Construction of an O-antigen-deficient K. pneumoniae mutant.

The O1 and K2 serotypes of K. pneumoniae 43816 were confirmed by PCR of O1-specific rfb sequences and by anti-K2 antisera, respectively (data not shown). A wbbO mutant of K. pneumoniae 43816 was constructed by using a conditionally replicative allelic replacement vector (14). wbbO is the last gene of the operon involved in serotype O1 O-antigen biosynthesis, and its product is the first dedicated enzyme in the assembly pathway for the O1 antigen (5, 9). A 512-bp fragment spanning nucleotides 529 to 1041 of the O1 serotype wbbO gene (National Center for Biotechnology Information accession no. L31762) was cloned via PCR by using BamHI and SalI primer extensions (Table 1). The resulting fragment was inserted into the multiple cloning site of plasmid pBC and transformed into E. coli DH5α. An EcoR1 fragment containing 165 bp was removed, the ends were filled, and the fragment was replaced by a kanamycin resistance cassette (16). The fragment containing the insertionally inactivated wbbO gene was then cloned into the pir-dependent vector pLD55 and transformed into E. coli BW20677 (Π+). The construct was transferred from E. coli BW20677 to K. pneumoniae 43816 by conjugation to allow high-efficiency transfer. Recombinants were screened on kanamycin (50 μg/ml) tryptic soy blood agar. For reasons that have not been determined, it was not possible to generate a second crossover event to facilitate true allelic exchange. Instead, a mutant was selected with a plasmid cointegrate that insertionally inactivated wbbO. As this is the last gene in the operon, polarity effects are not an issue. The mutant containing the inactivated wbbO gene was named 43816-01.

Characterization of LPS.

LPS-containing cell lysates were purified from mid-log growth phase bacteria by using the sodium dodecyl sulfate (SDS)-proteinase K whole-cell method, as previously described (11). Samples were separated by SDS-polyacrylamide gel electrophoresis (PAGE). For analysis of LPS, gels were fixed in 40% ethanol-5% acetic acid with 300 mM periodic acid and then silver stained by using a modification of a previously published method (21). To detect d-galactan I and II content, LPS was transferred from PAGE gels to polyvinylidene difluoride membranes (Schleicher and Schuell Bioscience, Inc., Keene, N.H.). Immunoblots were probed with polyclonal rabbit serum against d-galactan I or II.

C3 opsonization assay.

C3 binding was assessed by using microtiter wells coated with ethanol-killed bacterial as previously described (25). Pooled fresh mouse serum was diluted from 1:2 to 1:32 in triethanolamine buffer (2.8% triethanolamine in 130 mM NaCl, 150 μM CaCl2, 500 μM MgCl2 [pH 7.35]) and then applied to bacteria-coated wells. The wells were incubated for 30 min at 37°C. C3 binding was assessed by using goat anti-mouse C3 antibody paired with an appropriate horseradish peroxidase-conjugated secondary antibody. The specificity of C3 binding was confirmed with parallel experiments performed in the presence of 10 mM EDTA.

Serum killing assay.

Bacterial susceptibility to complement-mediated killing was determined by incubating bacterial suspensions with normal mouse serum (NMS; initial dose, ∼103 CFU/100 μl) as recently described (25). Samples were incubated at 37°C, and aliquots were taken at baseline and at 15, 30, and 60 min and cultured quantitatively by serial dilution on tryptic soy blood agar.

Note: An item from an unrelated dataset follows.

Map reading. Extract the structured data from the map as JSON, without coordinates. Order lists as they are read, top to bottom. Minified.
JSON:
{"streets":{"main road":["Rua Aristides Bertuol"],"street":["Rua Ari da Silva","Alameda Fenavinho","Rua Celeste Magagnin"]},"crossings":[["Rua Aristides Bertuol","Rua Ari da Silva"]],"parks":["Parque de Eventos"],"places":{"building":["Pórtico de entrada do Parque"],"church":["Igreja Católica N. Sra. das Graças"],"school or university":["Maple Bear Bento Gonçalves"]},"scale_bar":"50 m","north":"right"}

Whole-blood killing assay.

Fresh whole blood was collected from the abdominal vena cava of normal mice into a lepirudin-filled syringe (final concentration, 50 μg/ml). Lepirudin (Hoechst Marion Roussel, Research Triangle Park, N.C.) is a direct thrombin inhibitor which does not inhibit complement activity in whole-blood assays (15). Blood was then mixed at a ratio of 1:1 with RPMI 1640 and distributed into microtiter wells. Cells of the wild type and wbbO mutant were added in quantities of 100 to 10,000 CFU per 100 μl of blood. Wells were incubated at 37°C in 5% CO2 for 2 h and then quantitatively cultured for bacterial content. Results were displayed as bacterial content at 2 h versus content of the initial inoculum. As an additional control, E. coli DH5α (a rough, nonvirulent strain) was studied in parallel experiments.

Murine pneumonia model.

Mice were anesthetized with 2% inhaled isofluorane (Abbott Laboratories, North Chicago, Ill.) and suspended vertically by their maxillary incisors. In each mouse, the trachea was exposed through a midline neck incision, and 30 μl of bacterial suspension was delivered intratracheally by a pipetter. The incision was closed with a surgical staple.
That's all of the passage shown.